Keyword may have not been scanned
Printed From: LogSat Software
Category: Spam Filter ISP
Forum Name: Spam Filter ISP Support
Forum Description: General support for Spam Filter ISP
URL: https://www.logsat.com/spamfilter/forums/forum_posts.asp?TID=5978
Printed Date: 14 March 2025 at 3:56am
Topic: Keyword may have not been scanned
Posted By: sgeorge
Subject: Keyword may have not been scanned
Date Posted: 16 February 2007 at 9:58am
Hi All, long time no see. :)
One message came through that I was hoping a RegEx blacklist keyword would match. I've checked my logs to see if there was any whitelisting, or if part of the message was skipped for being over the max scan size, and from the logs it looks like neither was the case.
Here's the RegEx keyword:
((?i)\w ?\w ?\w ?\w ?\. ?p ?k) |
Here is a copy of the plain-text content of the message:
front of get-smart playtime can create has a A lack of spontaneous three = mornings and parents alike.=20
Nothing could be better than=20 ● CHINA BIOLIFE ENTERP (CBFE.PK) ● STOCK!!!
New CBFE.PK STOCK this is GREAT OPPORTUNITY to BE a rich man!!! Forecasts for YOU is only positive just purchase this CBFE.PK SHARE!!!
Trust us cause we ASSURE U the real profit!!! For more info about CBFE.PK check brokers web-site!!!

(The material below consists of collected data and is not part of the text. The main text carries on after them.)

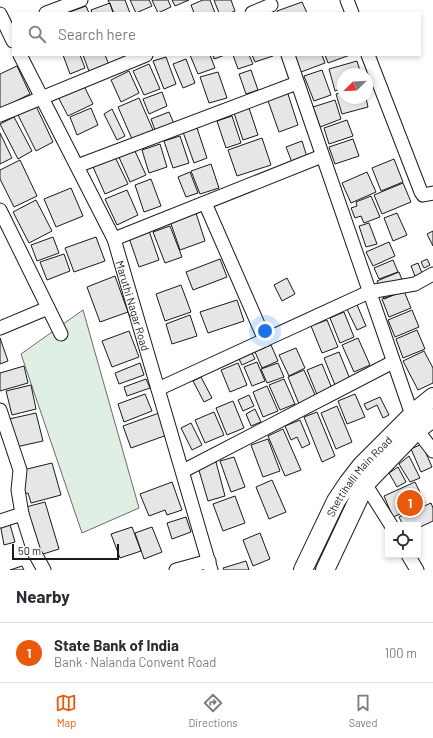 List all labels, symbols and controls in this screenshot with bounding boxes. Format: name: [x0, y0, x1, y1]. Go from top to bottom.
search box: [12, 12, 421, 56]
icon: search: [26, 23, 48, 45]
text: Search here: [58, 25, 136, 43]
north arrow: [337, 68, 373, 104]
street label: Maruthi Nagar Road: [114, 259, 153, 352]
your location: [255, 321, 275, 341]
street label: Shettihalli Main Road: [323, 433, 394, 518]
pin: 1: [397, 488, 423, 518]
map controls: [385, 522, 421, 558]
button: locate: [385, 522, 421, 558]
scale bar: [12, 542, 119, 561]
text: 50 m: [18, 544, 41, 557]
text: Nearby: [16, 586, 70, 606]
text: State Bank of India: [54, 636, 179, 654]
text: 1: [27, 645, 31, 661]
text: 100 m: [384, 645, 417, 661]
text: Bank · Nalanda Convent Road: [54, 654, 216, 670]
tab: Map: [55, 692, 77, 729]
tab: Directions: [188, 692, 238, 729]
tab: Saved: [349, 692, 378, 729]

Hurry up U must buy this CBFE.PK SHARE on FRIDAY: 02/16/07
a lack of playtime contribute to depression become creative, videos, = enrichment |
And here's the relevant snippet from the log files (i.p.s and addresses have been changed...):
02/16/07 04:25:25:984 -- (6628) Connection from: 123.123.123.123 - Originating country : United States 02/16/07 04:25:26:343 -- (6628) Resolving 123.123.123.123 - intrepid.xo.com 02/16/07 04:25:26:718 -- (6628) - SPF analysis for spam.com done: - none 02/16/07 04:25:26:718 -- (6628) Mail from: sender@spam.com 02/16/07 04:25:27:640 -- (6628) - MAPS search done... 02/16/07 04:25:27:640 -- (6628) RCPT TO: recipient@mydomain.com accepted 02/16/07 04:25:27:890 -- (6628) EMail from sender@spam.com to recipient@mydomain.com passes Bayesian filter - 22.3561% spam (31ms) 02/16/07 04:25:27:890 -- (6628) EMail from sender@spam.com to recipient@mydomain.com was queued. Size: 1 KB, 1024 bytes 02/16/07 04:25:27:906 -- (7496) Sending email from sender@spam.com to recipient@mydomain.com -- 02/16/07 04:25:27:953 -- (6392) Time to add Msg to Bayes corpus:0 02/16/07 04:25:28:047 -- (6628) Disconnect 02/16/07 04:25:28:218 -- (7496) EMail from sender@spam.com to recipient@mydomain.com -- was forwarded to 10.10.10.1:26 |
I am running v 3.1.3.615. Also, my max scan setting in SpamFilter.ini is:
MaxMsgSizeForKeywordScan=64
Thanks for your help. I'm hoping that I'm just missing something, but it seems kind of funky.
Stephen
|
Replies:
Posted By: sgeorge
Date Posted: 16 February 2007 at 10:04am
Also, I meant to mention something interesting I noticed in my "RegEx Test" tab in SpamFilter. If I enter the RegEx search string "(?i)\w ?\w ?\w ?\w ?\. ?p ?k" (no quotes), I found the following...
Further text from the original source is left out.